What is needed:
Below is a block of records; return all of them exactly, but without the images.

Task data:
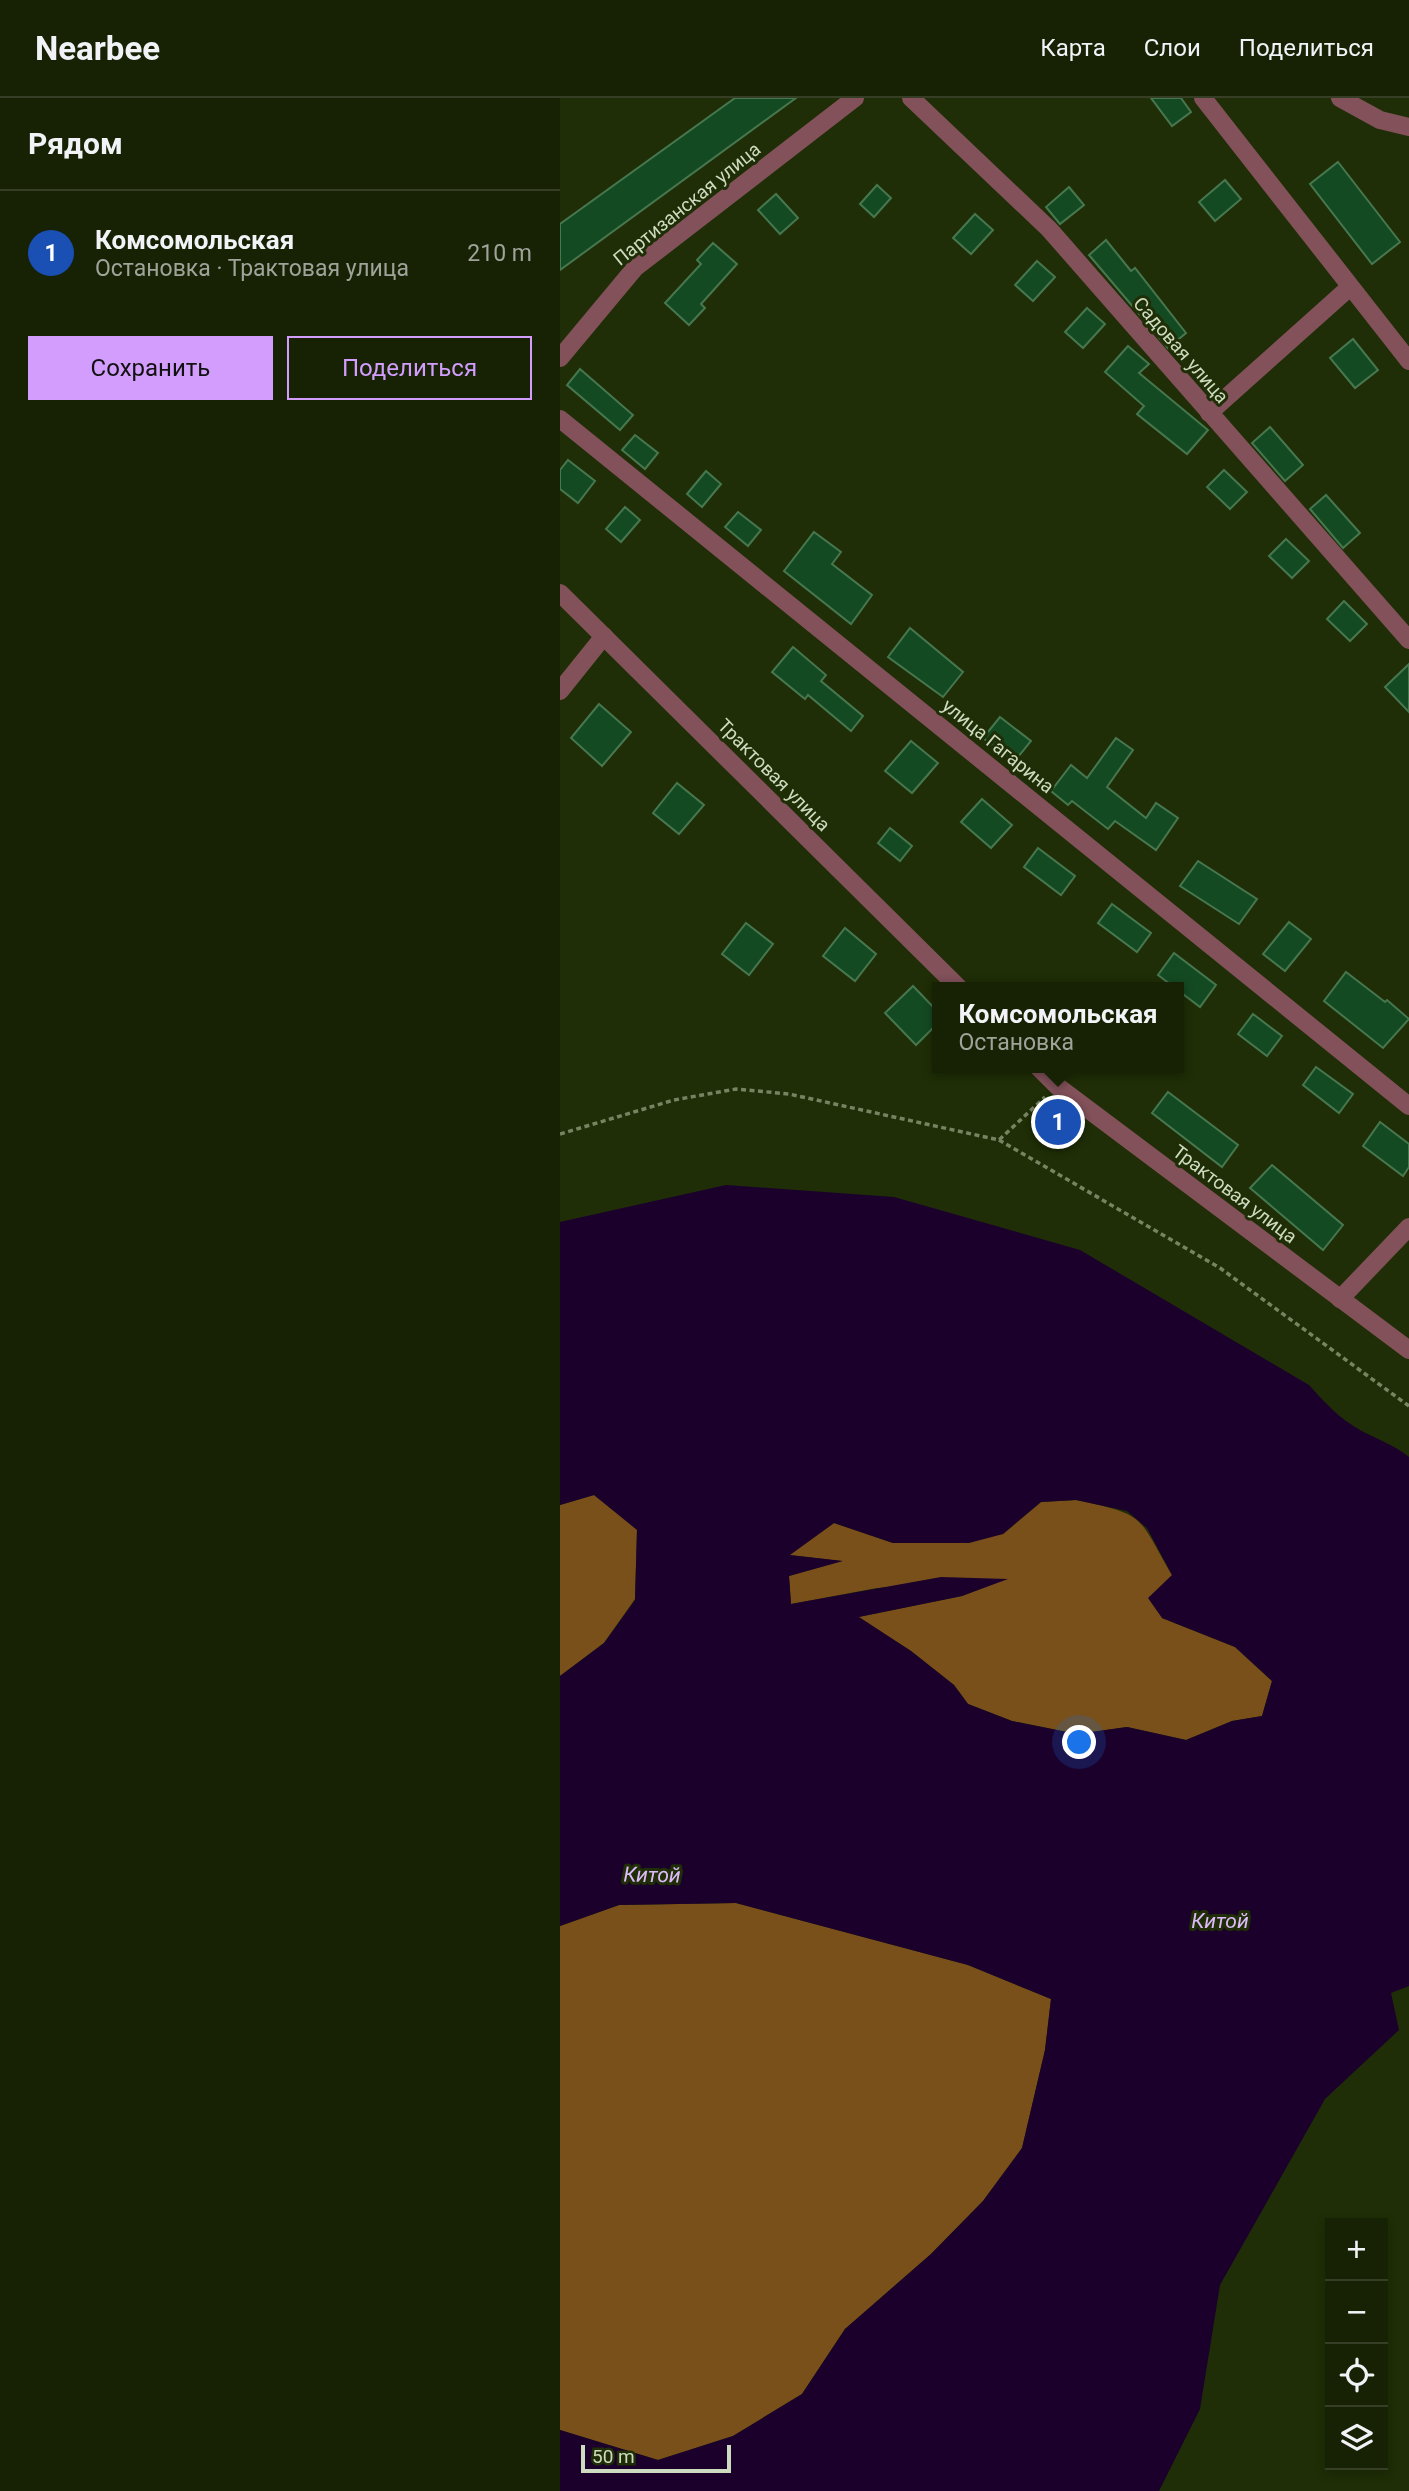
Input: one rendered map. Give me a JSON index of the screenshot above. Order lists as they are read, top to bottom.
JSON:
{
  "streets": {
    "street": [
      "Партизанская улица",
      "Садовая улица",
      "улица Гагарина",
      "Трактовая улица"
    ]
  },
  "water": ["Китой"],
  "scale_bar": "50 m",
  "page": {
    "header": "Nearbee",
    "nav": ["Карта", "Слои", "Поделиться"],
    "heading": "Рядом",
    "list": [
      {
        "mark": "1",
        "name": "Комсомольская",
        "note": "Остановка · Трактовая улица",
        "value": "210 m"
      }
    ],
    "buttons": ["Сохранить", "Поделиться"],
    "popup": ["Комсомольская", "Остановка"],
    "pins": "1",
    "map_buttons": ["+", "−"],
    "scale": "50 m"
  }
}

Solution to the problem:
Input: one rendered map. Give me a JSON index of the screenshot above. Order lists as they are read, top to bottom.
JSON:
{
  "streets": {
    "street": [
      "Партизанская улица",
      "Садовая улица",
      "улица Гагарина",
      "Трактовая улица"
    ]
  },
  "water": ["Китой"],
  "scale_bar": "50 m",
  "page": {
    "header": "Nearbee",
    "nav": ["Карта", "Слои", "Поделиться"],
    "heading": "Рядом",
    "list": [
      {
        "mark": "1",
        "name": "Комсомольская",
        "note": "Остановка · Трактовая улица",
        "value": "210 m"
      }
    ],
    "buttons": ["Сохранить", "Поделиться"],
    "popup": ["Комсомольская", "Остановка"],
    "pins": "1",
    "map_buttons": ["+", "−"],
    "scale": "50 m"
  }
}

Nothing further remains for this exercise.